= EXERCISE PROMPT =
Tally up the lines below that carry the word "setLineDash", answering with the figure alone.

--- EXERCISE DATA ---

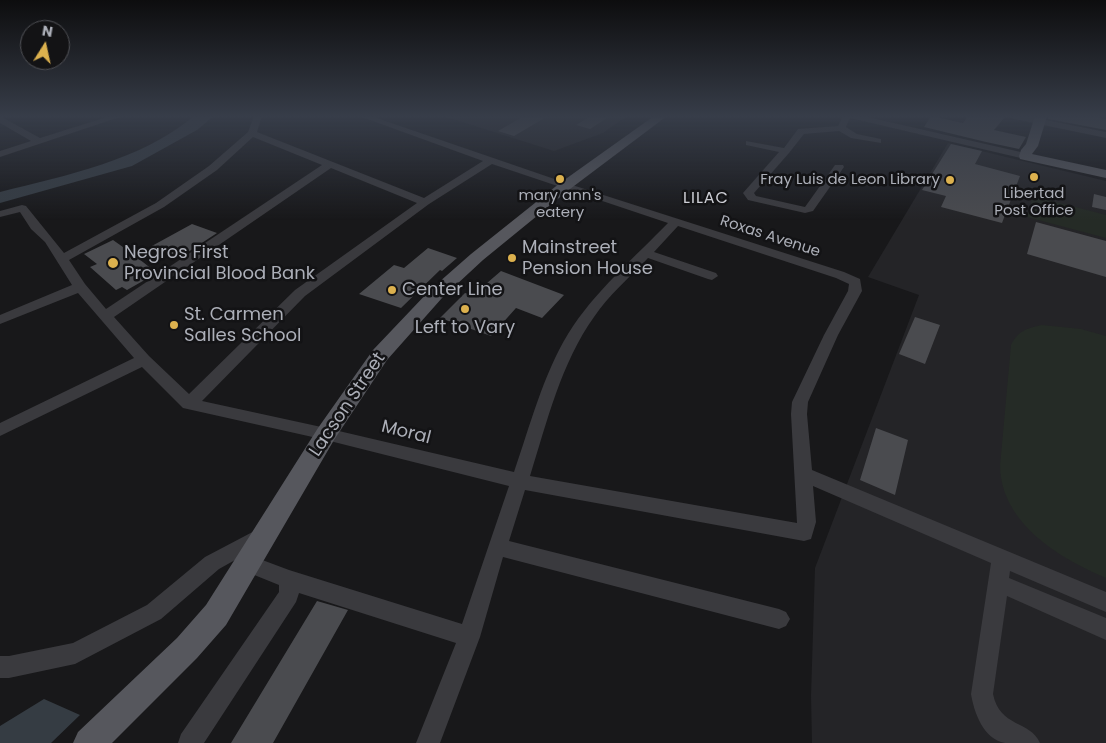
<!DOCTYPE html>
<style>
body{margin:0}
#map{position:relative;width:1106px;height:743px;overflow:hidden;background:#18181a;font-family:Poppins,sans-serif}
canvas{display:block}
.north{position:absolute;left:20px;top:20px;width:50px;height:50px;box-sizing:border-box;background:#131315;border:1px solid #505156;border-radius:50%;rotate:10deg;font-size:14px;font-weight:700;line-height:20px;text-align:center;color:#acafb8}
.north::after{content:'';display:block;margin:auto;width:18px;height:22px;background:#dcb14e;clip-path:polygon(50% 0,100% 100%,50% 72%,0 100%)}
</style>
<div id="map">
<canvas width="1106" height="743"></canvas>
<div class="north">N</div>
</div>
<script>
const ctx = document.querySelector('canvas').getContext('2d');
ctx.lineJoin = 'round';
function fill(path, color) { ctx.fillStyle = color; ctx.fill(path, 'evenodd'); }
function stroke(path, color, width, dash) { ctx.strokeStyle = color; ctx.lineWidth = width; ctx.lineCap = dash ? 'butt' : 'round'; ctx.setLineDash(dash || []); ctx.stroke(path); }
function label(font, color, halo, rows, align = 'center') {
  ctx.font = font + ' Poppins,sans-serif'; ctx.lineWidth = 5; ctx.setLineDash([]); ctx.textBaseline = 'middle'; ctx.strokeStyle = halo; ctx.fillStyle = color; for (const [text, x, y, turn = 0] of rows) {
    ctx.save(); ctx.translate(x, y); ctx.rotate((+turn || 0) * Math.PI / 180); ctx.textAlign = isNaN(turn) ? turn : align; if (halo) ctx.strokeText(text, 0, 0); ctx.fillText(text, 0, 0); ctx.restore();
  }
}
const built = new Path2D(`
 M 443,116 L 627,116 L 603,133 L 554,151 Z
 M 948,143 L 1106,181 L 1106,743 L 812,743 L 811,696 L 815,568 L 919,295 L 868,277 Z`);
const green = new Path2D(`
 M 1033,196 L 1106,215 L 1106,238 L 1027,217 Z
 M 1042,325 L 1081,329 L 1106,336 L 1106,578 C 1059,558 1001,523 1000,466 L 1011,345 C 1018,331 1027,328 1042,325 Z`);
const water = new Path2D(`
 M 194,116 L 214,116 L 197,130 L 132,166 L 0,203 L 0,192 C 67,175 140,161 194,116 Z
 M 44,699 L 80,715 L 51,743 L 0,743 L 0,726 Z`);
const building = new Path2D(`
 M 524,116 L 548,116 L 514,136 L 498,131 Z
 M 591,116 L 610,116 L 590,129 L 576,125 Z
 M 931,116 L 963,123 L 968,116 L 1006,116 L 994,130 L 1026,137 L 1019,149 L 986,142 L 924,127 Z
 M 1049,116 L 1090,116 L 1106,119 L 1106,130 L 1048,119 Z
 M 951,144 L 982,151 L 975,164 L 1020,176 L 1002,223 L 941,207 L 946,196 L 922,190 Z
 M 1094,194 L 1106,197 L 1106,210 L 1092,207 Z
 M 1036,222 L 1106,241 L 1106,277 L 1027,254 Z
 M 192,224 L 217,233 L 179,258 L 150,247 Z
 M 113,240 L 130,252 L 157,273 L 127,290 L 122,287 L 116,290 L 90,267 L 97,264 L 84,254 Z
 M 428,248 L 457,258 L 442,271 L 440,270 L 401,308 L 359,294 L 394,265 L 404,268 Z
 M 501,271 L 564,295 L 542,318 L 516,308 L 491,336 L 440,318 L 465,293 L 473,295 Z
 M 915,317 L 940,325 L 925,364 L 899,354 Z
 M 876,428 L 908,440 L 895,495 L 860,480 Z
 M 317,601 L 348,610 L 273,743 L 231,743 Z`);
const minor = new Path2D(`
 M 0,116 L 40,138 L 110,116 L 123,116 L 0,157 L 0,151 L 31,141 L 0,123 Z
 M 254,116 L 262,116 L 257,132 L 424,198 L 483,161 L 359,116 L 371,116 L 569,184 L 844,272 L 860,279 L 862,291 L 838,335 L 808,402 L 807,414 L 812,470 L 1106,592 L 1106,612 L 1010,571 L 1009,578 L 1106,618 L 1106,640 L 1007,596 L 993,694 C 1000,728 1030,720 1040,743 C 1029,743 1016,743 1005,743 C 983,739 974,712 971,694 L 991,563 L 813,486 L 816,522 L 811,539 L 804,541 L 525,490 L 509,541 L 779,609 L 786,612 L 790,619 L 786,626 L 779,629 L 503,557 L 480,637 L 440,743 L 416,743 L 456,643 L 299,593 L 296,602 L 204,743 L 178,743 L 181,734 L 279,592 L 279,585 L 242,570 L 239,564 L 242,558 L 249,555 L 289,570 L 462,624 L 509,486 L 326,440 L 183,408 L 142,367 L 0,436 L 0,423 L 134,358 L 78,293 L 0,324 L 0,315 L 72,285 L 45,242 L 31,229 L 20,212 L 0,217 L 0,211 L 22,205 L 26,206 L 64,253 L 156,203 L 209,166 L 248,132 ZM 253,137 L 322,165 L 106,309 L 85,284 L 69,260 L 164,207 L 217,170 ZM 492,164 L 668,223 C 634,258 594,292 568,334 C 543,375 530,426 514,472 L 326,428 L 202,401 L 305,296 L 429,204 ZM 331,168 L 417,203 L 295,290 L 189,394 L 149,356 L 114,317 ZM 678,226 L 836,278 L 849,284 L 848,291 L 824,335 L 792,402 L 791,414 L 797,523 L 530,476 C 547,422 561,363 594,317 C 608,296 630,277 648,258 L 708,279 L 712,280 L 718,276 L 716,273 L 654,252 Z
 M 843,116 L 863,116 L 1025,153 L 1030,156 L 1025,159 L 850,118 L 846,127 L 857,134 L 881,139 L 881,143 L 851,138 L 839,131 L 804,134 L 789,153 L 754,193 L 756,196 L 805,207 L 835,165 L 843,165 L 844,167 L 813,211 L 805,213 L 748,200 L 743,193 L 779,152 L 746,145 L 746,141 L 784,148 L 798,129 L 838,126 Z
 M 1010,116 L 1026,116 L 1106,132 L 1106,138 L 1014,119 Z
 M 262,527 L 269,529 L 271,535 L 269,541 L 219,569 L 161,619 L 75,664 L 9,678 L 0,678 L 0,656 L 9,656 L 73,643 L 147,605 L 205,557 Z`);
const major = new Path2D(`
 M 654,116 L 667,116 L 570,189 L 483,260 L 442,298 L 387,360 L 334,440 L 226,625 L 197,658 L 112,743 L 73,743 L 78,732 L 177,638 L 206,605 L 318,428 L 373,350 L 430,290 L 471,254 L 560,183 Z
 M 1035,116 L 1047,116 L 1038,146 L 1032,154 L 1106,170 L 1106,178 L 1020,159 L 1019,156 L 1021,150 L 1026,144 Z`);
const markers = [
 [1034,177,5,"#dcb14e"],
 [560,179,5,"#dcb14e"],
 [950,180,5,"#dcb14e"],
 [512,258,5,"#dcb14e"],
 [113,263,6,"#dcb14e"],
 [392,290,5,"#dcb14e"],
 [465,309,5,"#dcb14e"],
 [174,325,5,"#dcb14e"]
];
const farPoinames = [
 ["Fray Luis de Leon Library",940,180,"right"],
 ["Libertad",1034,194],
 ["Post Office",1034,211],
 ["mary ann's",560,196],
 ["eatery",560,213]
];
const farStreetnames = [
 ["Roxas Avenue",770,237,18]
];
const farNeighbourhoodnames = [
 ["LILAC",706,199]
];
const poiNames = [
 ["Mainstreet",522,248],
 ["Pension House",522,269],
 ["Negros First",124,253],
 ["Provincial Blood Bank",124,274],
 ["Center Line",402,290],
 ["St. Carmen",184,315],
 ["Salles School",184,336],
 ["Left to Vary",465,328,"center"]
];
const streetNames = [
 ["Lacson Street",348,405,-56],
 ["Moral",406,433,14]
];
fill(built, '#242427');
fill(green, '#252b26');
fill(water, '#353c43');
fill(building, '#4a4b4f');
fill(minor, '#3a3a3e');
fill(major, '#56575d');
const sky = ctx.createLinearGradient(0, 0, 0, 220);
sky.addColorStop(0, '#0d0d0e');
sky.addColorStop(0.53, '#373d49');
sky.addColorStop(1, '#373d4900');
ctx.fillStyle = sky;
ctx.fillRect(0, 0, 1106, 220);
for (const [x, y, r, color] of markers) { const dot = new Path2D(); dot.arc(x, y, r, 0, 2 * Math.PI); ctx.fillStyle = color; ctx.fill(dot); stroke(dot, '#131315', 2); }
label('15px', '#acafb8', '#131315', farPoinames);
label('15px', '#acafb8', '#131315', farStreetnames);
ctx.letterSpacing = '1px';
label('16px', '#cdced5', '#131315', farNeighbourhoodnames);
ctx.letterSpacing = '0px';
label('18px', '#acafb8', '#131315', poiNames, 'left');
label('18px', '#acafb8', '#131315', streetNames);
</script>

---

= SOLUTION =
2